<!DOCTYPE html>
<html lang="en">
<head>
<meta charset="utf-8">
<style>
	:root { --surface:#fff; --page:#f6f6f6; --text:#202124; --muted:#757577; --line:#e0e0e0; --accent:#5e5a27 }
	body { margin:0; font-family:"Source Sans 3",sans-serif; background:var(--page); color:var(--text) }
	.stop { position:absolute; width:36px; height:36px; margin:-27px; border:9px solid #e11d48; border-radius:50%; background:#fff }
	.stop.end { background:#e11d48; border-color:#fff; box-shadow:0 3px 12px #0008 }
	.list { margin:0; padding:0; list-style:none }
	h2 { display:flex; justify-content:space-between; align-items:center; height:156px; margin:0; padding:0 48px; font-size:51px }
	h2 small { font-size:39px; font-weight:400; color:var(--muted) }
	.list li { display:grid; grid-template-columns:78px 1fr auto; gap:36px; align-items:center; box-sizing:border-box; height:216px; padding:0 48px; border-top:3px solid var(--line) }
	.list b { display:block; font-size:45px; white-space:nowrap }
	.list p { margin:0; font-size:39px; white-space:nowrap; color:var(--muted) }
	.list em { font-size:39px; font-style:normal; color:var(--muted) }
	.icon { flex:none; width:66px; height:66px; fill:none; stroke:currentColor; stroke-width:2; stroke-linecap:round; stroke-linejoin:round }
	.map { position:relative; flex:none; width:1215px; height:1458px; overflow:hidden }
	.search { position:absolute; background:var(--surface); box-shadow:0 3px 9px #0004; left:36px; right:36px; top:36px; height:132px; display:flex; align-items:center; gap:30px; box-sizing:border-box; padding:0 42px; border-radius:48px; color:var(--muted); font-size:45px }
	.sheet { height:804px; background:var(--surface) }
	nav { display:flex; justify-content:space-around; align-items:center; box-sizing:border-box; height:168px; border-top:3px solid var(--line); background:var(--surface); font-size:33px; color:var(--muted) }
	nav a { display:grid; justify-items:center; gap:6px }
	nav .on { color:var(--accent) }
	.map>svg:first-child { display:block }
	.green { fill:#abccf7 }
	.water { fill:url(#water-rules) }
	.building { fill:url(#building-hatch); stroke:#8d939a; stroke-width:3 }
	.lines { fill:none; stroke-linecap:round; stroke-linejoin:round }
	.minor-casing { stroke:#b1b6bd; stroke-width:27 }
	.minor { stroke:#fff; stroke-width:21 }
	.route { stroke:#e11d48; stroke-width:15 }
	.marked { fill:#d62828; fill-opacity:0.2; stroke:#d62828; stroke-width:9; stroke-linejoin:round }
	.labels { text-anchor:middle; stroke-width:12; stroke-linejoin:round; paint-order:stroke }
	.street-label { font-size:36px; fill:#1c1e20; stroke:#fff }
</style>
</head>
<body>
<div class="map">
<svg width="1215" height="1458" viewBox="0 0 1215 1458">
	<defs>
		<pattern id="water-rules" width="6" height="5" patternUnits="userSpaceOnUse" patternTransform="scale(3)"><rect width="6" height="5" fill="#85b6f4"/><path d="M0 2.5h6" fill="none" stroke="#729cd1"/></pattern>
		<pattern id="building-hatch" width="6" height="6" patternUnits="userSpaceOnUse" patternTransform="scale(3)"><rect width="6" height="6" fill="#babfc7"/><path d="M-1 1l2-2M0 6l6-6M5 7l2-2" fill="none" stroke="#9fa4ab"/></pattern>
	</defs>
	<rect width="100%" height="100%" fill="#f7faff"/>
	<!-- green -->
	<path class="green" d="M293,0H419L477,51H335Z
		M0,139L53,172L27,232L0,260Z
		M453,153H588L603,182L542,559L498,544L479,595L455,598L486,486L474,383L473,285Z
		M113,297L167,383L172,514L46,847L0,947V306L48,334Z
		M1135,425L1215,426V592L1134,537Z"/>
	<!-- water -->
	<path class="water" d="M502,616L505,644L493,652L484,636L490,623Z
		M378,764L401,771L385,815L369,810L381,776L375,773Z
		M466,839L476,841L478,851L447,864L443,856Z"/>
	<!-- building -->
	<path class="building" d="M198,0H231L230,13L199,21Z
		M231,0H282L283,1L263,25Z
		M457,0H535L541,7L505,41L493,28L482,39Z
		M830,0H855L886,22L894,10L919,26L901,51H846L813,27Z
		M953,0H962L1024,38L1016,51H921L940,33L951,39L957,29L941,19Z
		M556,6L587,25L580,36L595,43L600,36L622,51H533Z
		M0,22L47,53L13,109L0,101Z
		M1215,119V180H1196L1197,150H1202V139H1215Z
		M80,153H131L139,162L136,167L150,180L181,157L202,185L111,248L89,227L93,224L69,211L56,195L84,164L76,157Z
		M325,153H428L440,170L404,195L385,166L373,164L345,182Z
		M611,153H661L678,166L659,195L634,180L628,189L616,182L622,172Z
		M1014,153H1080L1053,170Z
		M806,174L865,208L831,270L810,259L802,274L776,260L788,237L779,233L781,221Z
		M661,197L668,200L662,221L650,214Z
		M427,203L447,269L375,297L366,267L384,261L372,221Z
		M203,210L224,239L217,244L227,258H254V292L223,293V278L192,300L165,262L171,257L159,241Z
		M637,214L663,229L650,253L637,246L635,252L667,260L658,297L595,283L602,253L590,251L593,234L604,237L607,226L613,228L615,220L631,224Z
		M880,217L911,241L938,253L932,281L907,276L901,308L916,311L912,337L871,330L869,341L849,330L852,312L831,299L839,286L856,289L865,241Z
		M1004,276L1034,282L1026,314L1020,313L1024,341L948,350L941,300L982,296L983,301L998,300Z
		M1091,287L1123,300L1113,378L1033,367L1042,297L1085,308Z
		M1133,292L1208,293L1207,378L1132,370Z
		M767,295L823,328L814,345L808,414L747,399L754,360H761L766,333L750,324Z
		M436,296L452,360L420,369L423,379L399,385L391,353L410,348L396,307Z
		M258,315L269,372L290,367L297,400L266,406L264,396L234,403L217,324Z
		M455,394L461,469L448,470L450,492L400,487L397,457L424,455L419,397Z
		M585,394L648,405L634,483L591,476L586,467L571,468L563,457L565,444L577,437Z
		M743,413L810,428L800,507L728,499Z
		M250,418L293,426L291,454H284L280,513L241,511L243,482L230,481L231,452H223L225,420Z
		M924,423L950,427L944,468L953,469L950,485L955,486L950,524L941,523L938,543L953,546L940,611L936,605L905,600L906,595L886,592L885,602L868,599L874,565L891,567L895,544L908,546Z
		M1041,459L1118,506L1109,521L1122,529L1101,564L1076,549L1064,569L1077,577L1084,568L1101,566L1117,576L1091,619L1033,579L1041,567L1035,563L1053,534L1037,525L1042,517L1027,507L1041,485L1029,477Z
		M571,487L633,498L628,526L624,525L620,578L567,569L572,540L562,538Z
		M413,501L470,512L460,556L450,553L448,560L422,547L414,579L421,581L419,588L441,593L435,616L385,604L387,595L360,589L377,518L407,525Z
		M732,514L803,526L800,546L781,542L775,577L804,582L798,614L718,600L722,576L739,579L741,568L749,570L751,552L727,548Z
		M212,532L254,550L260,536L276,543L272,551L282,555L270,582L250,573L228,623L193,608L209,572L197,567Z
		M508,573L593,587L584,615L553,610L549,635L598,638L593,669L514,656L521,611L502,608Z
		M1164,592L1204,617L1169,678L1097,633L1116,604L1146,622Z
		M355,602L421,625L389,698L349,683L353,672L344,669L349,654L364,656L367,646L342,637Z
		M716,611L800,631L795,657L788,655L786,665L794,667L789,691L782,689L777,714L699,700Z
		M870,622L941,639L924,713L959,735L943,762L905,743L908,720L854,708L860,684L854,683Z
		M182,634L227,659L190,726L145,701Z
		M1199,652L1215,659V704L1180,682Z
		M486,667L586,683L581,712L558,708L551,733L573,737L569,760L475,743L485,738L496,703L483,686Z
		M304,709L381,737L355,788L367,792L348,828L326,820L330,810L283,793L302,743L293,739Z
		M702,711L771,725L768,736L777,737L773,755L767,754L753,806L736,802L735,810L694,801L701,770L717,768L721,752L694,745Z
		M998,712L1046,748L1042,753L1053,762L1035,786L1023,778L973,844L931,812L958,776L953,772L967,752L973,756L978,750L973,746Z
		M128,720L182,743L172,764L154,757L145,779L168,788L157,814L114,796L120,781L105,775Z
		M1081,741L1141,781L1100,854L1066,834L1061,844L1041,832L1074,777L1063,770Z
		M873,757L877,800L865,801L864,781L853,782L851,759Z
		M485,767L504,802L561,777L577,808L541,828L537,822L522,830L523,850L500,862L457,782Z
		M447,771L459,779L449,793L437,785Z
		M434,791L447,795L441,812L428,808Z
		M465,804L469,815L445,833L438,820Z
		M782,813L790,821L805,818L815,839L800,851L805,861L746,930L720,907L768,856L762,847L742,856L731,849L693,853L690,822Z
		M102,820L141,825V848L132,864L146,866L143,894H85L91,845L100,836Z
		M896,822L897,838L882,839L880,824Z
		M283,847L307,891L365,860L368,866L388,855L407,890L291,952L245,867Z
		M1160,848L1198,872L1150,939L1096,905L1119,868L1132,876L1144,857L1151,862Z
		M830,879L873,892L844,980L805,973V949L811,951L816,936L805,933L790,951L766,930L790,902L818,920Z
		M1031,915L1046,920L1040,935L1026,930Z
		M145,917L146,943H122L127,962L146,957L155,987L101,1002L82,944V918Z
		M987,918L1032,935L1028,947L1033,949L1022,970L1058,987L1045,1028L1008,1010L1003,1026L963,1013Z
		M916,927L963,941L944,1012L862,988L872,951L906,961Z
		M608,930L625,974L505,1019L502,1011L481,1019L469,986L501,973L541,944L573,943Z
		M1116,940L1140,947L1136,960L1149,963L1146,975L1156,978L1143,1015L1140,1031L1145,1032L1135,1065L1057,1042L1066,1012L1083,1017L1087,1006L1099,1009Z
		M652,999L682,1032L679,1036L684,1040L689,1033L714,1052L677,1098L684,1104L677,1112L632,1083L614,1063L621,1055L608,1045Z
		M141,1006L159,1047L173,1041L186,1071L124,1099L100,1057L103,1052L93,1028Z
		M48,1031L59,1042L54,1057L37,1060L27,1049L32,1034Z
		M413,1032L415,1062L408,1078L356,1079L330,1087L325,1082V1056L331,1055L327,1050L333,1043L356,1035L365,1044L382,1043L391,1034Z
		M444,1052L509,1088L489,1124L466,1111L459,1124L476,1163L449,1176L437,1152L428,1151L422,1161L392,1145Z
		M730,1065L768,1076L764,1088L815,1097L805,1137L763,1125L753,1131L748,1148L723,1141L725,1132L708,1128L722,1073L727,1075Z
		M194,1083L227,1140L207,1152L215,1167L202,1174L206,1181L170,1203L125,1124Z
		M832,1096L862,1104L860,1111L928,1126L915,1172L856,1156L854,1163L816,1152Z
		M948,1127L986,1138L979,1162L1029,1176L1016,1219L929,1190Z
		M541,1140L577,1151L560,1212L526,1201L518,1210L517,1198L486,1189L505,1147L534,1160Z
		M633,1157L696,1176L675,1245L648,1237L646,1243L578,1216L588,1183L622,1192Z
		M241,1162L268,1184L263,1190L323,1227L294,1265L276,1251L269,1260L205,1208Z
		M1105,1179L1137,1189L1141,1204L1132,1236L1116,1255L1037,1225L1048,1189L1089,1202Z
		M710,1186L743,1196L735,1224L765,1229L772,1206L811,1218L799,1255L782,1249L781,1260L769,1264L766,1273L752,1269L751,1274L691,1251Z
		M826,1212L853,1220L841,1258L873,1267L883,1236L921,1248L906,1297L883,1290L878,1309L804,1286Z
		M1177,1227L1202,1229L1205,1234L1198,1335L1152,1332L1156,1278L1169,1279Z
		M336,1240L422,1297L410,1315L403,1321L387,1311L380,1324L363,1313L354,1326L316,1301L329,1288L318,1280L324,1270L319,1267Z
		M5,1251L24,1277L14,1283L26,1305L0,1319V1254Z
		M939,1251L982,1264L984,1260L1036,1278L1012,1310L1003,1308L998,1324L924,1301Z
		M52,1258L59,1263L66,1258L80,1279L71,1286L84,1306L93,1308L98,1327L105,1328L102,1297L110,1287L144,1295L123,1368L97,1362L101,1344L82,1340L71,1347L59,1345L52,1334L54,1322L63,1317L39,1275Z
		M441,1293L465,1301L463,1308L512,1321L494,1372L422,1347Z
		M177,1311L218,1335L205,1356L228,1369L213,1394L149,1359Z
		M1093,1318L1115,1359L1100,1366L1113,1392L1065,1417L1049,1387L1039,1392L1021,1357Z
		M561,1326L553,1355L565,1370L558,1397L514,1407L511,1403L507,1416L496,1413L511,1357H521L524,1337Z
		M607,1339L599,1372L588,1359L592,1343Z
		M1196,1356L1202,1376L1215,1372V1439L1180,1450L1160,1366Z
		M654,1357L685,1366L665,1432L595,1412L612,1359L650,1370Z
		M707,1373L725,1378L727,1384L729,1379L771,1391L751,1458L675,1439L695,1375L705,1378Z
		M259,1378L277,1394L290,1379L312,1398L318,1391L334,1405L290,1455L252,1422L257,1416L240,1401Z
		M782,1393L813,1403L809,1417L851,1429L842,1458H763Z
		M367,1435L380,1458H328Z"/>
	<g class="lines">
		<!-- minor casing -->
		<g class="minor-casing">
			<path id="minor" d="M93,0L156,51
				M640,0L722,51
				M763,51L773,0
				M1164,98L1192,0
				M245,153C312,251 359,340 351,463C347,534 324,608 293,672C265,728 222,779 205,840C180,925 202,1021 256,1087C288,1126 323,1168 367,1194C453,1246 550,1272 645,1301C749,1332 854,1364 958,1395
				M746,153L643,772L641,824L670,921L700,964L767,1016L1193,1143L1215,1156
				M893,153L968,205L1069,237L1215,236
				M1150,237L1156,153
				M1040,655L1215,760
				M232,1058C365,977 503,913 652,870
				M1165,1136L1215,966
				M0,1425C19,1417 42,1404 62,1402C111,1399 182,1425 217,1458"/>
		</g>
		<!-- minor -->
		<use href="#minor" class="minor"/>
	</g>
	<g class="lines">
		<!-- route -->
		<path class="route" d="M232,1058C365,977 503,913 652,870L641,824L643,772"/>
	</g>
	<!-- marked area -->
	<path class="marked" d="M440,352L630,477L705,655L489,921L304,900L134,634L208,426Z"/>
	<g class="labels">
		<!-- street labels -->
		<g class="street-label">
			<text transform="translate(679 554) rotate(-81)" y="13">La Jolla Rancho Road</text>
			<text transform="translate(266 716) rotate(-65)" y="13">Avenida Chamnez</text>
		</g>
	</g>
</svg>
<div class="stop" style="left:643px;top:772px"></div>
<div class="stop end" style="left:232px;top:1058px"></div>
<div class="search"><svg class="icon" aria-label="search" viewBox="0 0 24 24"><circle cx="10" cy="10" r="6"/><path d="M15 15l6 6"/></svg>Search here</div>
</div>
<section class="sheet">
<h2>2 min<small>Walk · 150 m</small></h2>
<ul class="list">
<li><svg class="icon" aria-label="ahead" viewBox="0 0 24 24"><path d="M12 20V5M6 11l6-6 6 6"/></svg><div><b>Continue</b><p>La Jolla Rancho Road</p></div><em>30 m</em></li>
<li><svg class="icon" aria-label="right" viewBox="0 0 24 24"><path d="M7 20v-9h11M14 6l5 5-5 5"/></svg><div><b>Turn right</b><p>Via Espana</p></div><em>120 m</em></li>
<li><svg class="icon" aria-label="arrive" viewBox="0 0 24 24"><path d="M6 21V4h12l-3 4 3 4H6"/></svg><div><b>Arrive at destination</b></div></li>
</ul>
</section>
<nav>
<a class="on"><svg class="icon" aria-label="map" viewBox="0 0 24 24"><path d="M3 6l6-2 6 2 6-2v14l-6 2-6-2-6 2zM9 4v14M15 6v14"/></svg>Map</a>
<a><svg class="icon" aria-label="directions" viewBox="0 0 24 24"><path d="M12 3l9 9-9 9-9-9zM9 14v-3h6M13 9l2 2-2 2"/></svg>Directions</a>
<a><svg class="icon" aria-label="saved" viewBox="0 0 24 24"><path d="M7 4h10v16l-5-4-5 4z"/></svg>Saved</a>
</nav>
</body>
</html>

━━━━━━━━━━━━━━━━━━━━

* [How to complete this task] If a line in the entries above has the word "body", copy it.

* [Output for this task]
	body { margin:0; font-family:"Source Sans 3",sans-serif; background:var(--page); color:var(--text) }
<body>
</body>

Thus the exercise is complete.